YOUR GOAL:
The exercise calls for every entry that follows to be repeated exactly.

Collected data entries:

----------------------------------------

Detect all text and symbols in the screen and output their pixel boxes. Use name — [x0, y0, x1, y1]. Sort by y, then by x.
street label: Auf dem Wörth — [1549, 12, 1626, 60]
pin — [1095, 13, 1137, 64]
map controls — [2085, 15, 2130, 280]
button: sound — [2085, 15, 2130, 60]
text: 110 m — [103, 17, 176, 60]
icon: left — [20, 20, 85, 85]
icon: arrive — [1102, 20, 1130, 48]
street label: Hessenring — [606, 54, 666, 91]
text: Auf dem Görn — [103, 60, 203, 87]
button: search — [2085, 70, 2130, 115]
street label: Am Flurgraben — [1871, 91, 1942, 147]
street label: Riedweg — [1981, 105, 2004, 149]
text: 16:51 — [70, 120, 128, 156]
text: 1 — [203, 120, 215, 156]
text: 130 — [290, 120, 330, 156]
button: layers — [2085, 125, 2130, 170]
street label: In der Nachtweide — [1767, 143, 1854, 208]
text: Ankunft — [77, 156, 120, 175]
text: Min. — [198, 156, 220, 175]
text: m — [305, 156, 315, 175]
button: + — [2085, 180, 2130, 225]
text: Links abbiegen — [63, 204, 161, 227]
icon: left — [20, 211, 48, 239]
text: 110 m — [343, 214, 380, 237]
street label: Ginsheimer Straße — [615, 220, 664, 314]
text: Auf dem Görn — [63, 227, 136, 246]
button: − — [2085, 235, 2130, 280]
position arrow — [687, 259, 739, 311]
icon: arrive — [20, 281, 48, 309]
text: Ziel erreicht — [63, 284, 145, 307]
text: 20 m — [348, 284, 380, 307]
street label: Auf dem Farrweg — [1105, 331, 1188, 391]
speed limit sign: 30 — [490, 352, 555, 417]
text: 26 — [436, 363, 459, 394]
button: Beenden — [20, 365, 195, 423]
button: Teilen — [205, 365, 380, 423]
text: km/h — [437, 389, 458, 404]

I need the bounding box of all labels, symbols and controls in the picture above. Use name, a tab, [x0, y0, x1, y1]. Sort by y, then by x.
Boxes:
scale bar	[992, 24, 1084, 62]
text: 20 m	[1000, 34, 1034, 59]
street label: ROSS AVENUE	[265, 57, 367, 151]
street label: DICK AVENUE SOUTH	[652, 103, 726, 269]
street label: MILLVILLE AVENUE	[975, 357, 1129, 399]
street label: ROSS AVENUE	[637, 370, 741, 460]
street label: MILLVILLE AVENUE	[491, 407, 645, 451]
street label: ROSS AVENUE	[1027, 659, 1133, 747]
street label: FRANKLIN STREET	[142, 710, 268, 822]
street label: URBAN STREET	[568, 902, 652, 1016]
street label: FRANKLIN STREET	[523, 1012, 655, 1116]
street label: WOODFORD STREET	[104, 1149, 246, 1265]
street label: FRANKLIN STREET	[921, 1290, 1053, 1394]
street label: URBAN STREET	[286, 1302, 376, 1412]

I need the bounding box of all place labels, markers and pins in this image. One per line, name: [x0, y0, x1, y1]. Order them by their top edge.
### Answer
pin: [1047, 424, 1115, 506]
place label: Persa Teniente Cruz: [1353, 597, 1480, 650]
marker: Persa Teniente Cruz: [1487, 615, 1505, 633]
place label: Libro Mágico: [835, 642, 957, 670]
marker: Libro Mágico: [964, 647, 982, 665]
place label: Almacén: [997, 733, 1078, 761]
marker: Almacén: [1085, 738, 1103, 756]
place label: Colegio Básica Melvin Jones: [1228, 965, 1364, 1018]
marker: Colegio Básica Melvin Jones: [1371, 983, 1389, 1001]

----------------------------------------

EXERCISE OUTPUT:
Detect all text and symbols in the screen and output their pixel boxes. Use name — [x0, y0, x1, y1]. Sort by y, then by x.
street label: Auf dem Wörth — [1549, 12, 1626, 60]
pin — [1095, 13, 1137, 64]
map controls — [2085, 15, 2130, 280]
button: sound — [2085, 15, 2130, 60]
text: 110 m — [103, 17, 176, 60]
icon: left — [20, 20, 85, 85]
icon: arrive — [1102, 20, 1130, 48]
street label: Hessenring — [606, 54, 666, 91]
text: Auf dem Görn — [103, 60, 203, 87]
button: search — [2085, 70, 2130, 115]
street label: Am Flurgraben — [1871, 91, 1942, 147]
street label: Riedweg — [1981, 105, 2004, 149]
text: 16:51 — [70, 120, 128, 156]
text: 1 — [203, 120, 215, 156]
text: 130 — [290, 120, 330, 156]
button: layers — [2085, 125, 2130, 170]
street label: In der Nachtweide — [1767, 143, 1854, 208]
text: Ankunft — [77, 156, 120, 175]
text: Min. — [198, 156, 220, 175]
text: m — [305, 156, 315, 175]
button: + — [2085, 180, 2130, 225]
text: Links abbiegen — [63, 204, 161, 227]
icon: left — [20, 211, 48, 239]
text: 110 m — [343, 214, 380, 237]
street label: Ginsheimer Straße — [615, 220, 664, 314]
text: Auf dem Görn — [63, 227, 136, 246]
button: − — [2085, 235, 2130, 280]
position arrow — [687, 259, 739, 311]
icon: arrive — [20, 281, 48, 309]
text: Ziel erreicht — [63, 284, 145, 307]
text: 20 m — [348, 284, 380, 307]
street label: Auf dem Farrweg — [1105, 331, 1188, 391]
speed limit sign: 30 — [490, 352, 555, 417]
text: 26 — [436, 363, 459, 394]
button: Beenden — [20, 365, 195, 423]
button: Teilen — [205, 365, 380, 423]
text: km/h — [437, 389, 458, 404]

I need the bounding box of all labels, symbols and controls in the picture above. Use name, a tab, [x0, y0, x1, y1]. Sort by y, then by x.
Boxes:
scale bar	[992, 24, 1084, 62]
text: 20 m	[1000, 34, 1034, 59]
street label: ROSS AVENUE	[265, 57, 367, 151]
street label: DICK AVENUE SOUTH	[652, 103, 726, 269]
street label: MILLVILLE AVENUE	[975, 357, 1129, 399]
street label: ROSS AVENUE	[637, 370, 741, 460]
street label: MILLVILLE AVENUE	[491, 407, 645, 451]
street label: ROSS AVENUE	[1027, 659, 1133, 747]
street label: FRANKLIN STREET	[142, 710, 268, 822]
street label: URBAN STREET	[568, 902, 652, 1016]
street label: FRANKLIN STREET	[523, 1012, 655, 1116]
street label: WOODFORD STREET	[104, 1149, 246, 1265]
street label: FRANKLIN STREET	[921, 1290, 1053, 1394]
street label: URBAN STREET	[286, 1302, 376, 1412]

I need the bounding box of all place labels, markers and pins in this image. One per line, name: [x0, y0, x1, y1]. Order them by their top edge.
### Answer
pin: [1047, 424, 1115, 506]
place label: Persa Teniente Cruz: [1353, 597, 1480, 650]
marker: Persa Teniente Cruz: [1487, 615, 1505, 633]
place label: Libro Mágico: [835, 642, 957, 670]
marker: Libro Mágico: [964, 647, 982, 665]
place label: Almacén: [997, 733, 1078, 761]
marker: Almacén: [1085, 738, 1103, 756]
place label: Colegio Básica Melvin Jones: [1228, 965, 1364, 1018]
marker: Colegio Básica Melvin Jones: [1371, 983, 1389, 1001]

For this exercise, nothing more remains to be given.